Data from: Context dependent colonization dynamics: regional reward contagion drives local compression in aquatic beetles
Cite this dataset
Pintar, Matthew R.; Resetarits, William J. (2018). Data from: Context dependent colonization dynamics: regional reward contagion drives local compression in aquatic beetles [Dataset]. Dryad. https://doi.org/10.5061/dryad.55dh5
1. Habitat selection by colonizing organisms is an important factor in determining species abundance and community dynamics at multiple spatial scales. Many organisms select habitat patches based on intrinsic patch quality, but patches exist in complex landscapes linked by dispersal and colonization, forming metapopulations and metacommunities. Perceived patch quality can be influenced by neighboring patches through spatial contagion, wherein perceived quality of one patch can extend beyond its borders and either increase or decrease the colonization of neighboring patches and localities. These spatially-explicit colonization dynamics can result in habitat compression, wherein more colonists occupy a patch or locality than in the absence of spatial context dependence. 2. Previous work on contagion/compression focused primarily on the role of predators in driving colonization patterns. Our goal was to determine whether resource abundance can drive multiscale colonization dynamics of aquatic beetles through the processes of contagion and compression in naturally-colonized experimental pools. 3. We established two levels (high/low quality) of within-patch resource abundances (leaf litter) using an experimental landscape of mesocosms, and assayed colonization by 35 species of aquatic beetles.
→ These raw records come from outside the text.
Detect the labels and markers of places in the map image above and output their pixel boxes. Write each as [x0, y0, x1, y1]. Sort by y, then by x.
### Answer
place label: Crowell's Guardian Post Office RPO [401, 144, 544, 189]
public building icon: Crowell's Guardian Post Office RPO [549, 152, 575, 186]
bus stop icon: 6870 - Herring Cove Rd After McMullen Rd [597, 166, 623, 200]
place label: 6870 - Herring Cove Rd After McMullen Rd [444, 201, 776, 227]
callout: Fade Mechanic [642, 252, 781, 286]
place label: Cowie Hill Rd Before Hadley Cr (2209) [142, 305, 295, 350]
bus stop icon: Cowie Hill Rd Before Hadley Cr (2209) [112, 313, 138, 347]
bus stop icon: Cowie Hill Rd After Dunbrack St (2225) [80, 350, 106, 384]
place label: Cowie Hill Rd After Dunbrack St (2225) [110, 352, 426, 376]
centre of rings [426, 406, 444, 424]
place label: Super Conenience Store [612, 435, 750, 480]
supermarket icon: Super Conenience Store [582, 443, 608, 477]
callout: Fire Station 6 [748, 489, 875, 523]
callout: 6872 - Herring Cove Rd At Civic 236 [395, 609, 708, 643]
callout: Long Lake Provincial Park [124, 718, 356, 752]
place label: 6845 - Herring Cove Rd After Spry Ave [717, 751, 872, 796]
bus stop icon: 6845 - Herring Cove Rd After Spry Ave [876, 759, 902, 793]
Patches were arranged in localities (sets of two patches), which consisted of a combination of two patch-level resource levels in a 2 × 2 factorial design, allowing us to assay colonization at both locality and patch levels. 4. We demonstrate that patterns of species abundance and richness of colonizing aquatic beetles are determined by patch quality and context-dependent processes at multiple spatial scales. Localities that consisted of at least one high quality patch were colonized at equivalent rates that were higher than localities containing only low quality patches, displaying regional reward contagion. In localities that consisted of one high and one low quality patch, reward contagion produced by higher leaf litter levels resulted in greater abundance of beetles in such localities, which then compressed into the highest quality patches. 5. Our results provide further support for the critical roles of habitat selection and spatial context, particularly the quality of neighboring habitat patches, in generating patterns of species abundances and community structure across landscapes.